Research Project: Improving Crop Efficiency Using Genomic Diversity and Computational Modeling

Location: Plant, Soil and Nutrition Research

Title: Underground heterosis for melons yield

item DAFNA, ASAF - Newe Ya'Ar Research Center
item HALPERIN, ILAN - Newe Ya'Ar Research Center
item OREN, ELAD - Newe Ya'Ar Research Center
item ISAACSON, TAL - Newe Ya'Ar Research Center
item TZURI, GALIL - Newe Ya'Ar Research Center
item MEIR, AYALA - Newe Ya'Ar Research Center
item SCHAFFER, ARTHUR - Volcani Center (ARO)
item BURGER, JOSEPH - Newe Ya'Ar Research Center
item TADMOR, YAAKOV - Newe Ya'Ar Research Center
item Buckler, Edward - Ed
item GUR, AMIT - Newe Ya'Ar Research Center

Submitted to: bioRxiv
Publication Type: Pre-print Publication
Publication Acceptance Date: 3/10/2021
Publication Date: 3/10/2021
Citation: Dafna, A., Halperin, I., Oren, E., Isaacson, T., Tzuri, G., Meir, A., Schaffer, A., Burger, J., Tadmor, Y., Buckler IV, E.S., Gur, A. 2021. Underground heterosis for melons yield. bioRxiv.

Interpretive Summary: Improving melon yields while maintaining fruit quality is an ongoing challenge.

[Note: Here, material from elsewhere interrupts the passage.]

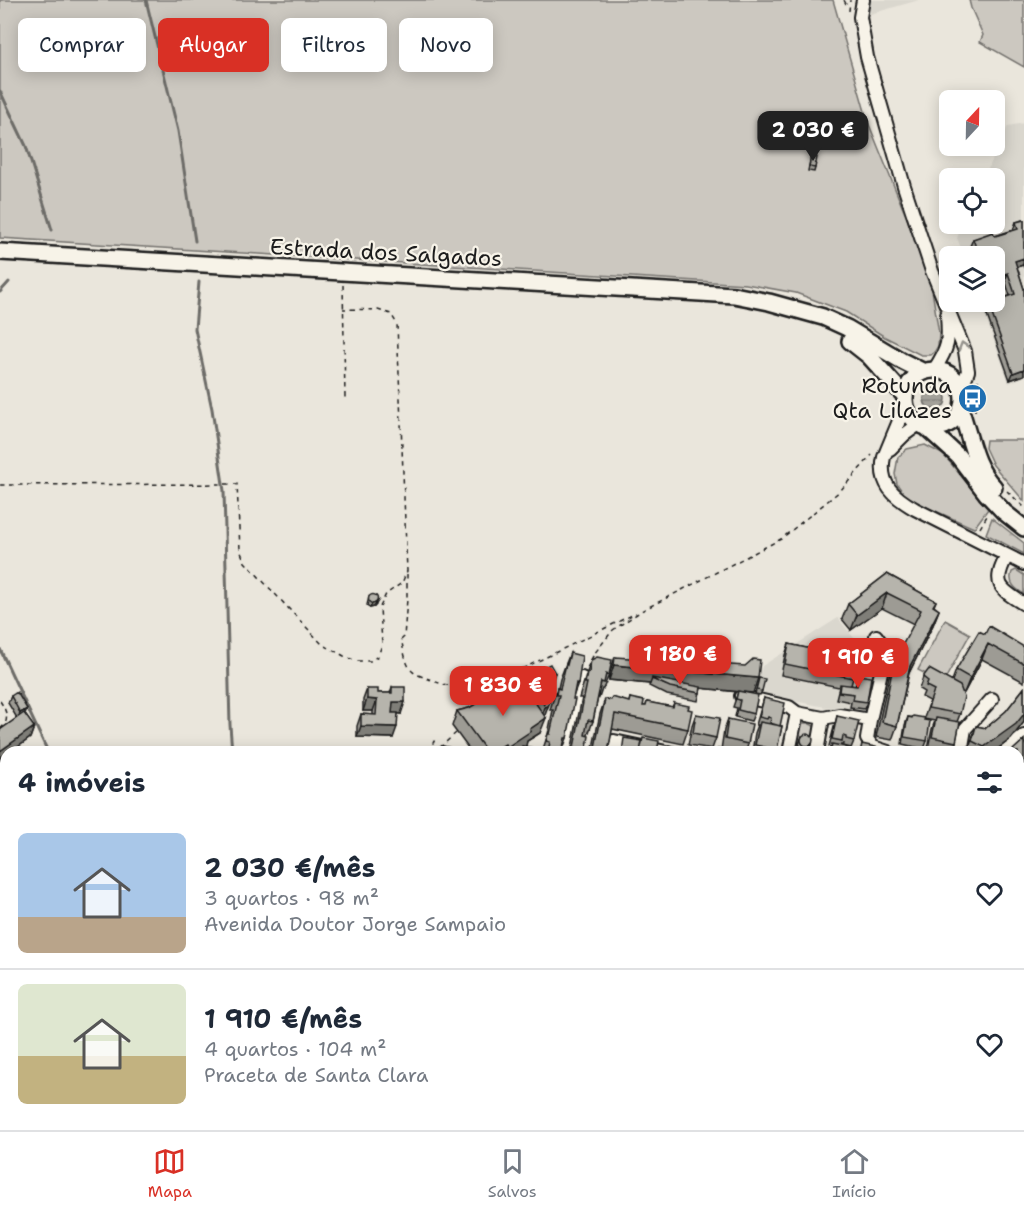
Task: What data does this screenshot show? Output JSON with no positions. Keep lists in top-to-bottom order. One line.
{"streets":{"main road":["Estrada dos Salgados"]},"places":{"bus stop":["Rotunda Qta Lilazes"]},"north":"top","page":{"chip":["Comprar","Alugar","Filtros","Novo"],"price":["2 030 €","1 180 €","1 910 €","1 830 €"],"heading":"4 imóveis","list":[{"name":"2 030 €/mês","note":"3 quartos · 98 m² · Avenida Doutor Jorge Sampaio"},{"name":"1 910 €/mês","note":"4 quartos · 104 m² · Praceta de Santa Clara"}],"tabs":["Mapa","Salvos","Início"]}}
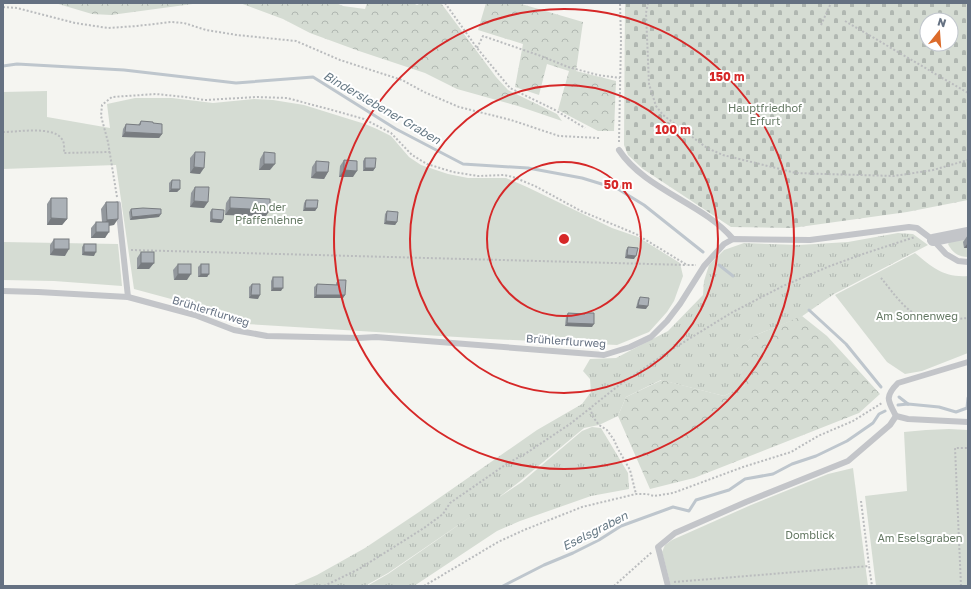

Heterosis—the superiority of hybrids over their parents—is a powerful phenomenon, associated with plant fitness and crop yield enhancement. Heterosis is often correlated with the diversity between the parents; the problem being that the same diversity can have adverse effects on other desirable traits of the final product. We show, using an exhaustive mating scheme called diallel, that yield heterosis is a meaningful phenomenon in hybrid melons that can be maintained using grafting. Using a superior hybrid as a rootstock, grafted with a commercial variety as a scion, increases yield while preserving desired fruit quality traits.

Technical Abstract: Heterosis, the superiority of hybrids over their parents, is a major genetic force associated with plant fitness and crop yield enhancement. Understanding and predicting heterosis is crucial for evolutionary biology, as well as for plant and animal breeding. We investigated root-mediated yield heterosis in melons (Cucumis melo) by characterizing common variety grafted onto 190 hybrid rootstocks resulting from crossing 20 diverse inbreds in a diallel-mating scheme. Hybrid rootstocks improved yield by more than 40% compared to their parents and the best hybrid outperformed the reference commercial variety by 65% under both optimal and minimal irrigation treatments. To characterize the genetics of the underground heterosis we conducted whole-genome re-sequencing of the 20 founder lines, and showed that parental genetic distance was no predictor for the level of heterosis. Through inference of the 190 hybrids genotypes from their parental genomes, followed by genome-wide association analysis, we mapped multiple root-mediated yield QTLs. The yield enhancement of the four best-performing hybrid rootstocks was validated in multiple experiments with four different scion varieties. While root biology is receiving increased attention, most of the research is conducted using plants not amenable to grafting and, as a result, it is difficult to separate root and shoot effects. Here, we use the rich genetic and genomic resources of Cucumis melo, where grafting is a common practice, to dissect a unique phenomenon of root-mediated yield heterosis, by directly evaluating in the field the contribution of the roots to fruit yield. Our grafting approach is inverted to the common roots genetics research path that focuses mainly on variation in root system architecture rather than the ultimate root-mediated whole-plant performance, and is a step towards discovery of candidate genes involved in root function and yield enhancement. Highlight: We show that yield heterosis is significant in melon and controlled independently above and underground. Using common-scion grafting approach, we find that heritable rootstock-mediated variation in a diallel population is associated with substantial fruit yield heterosis.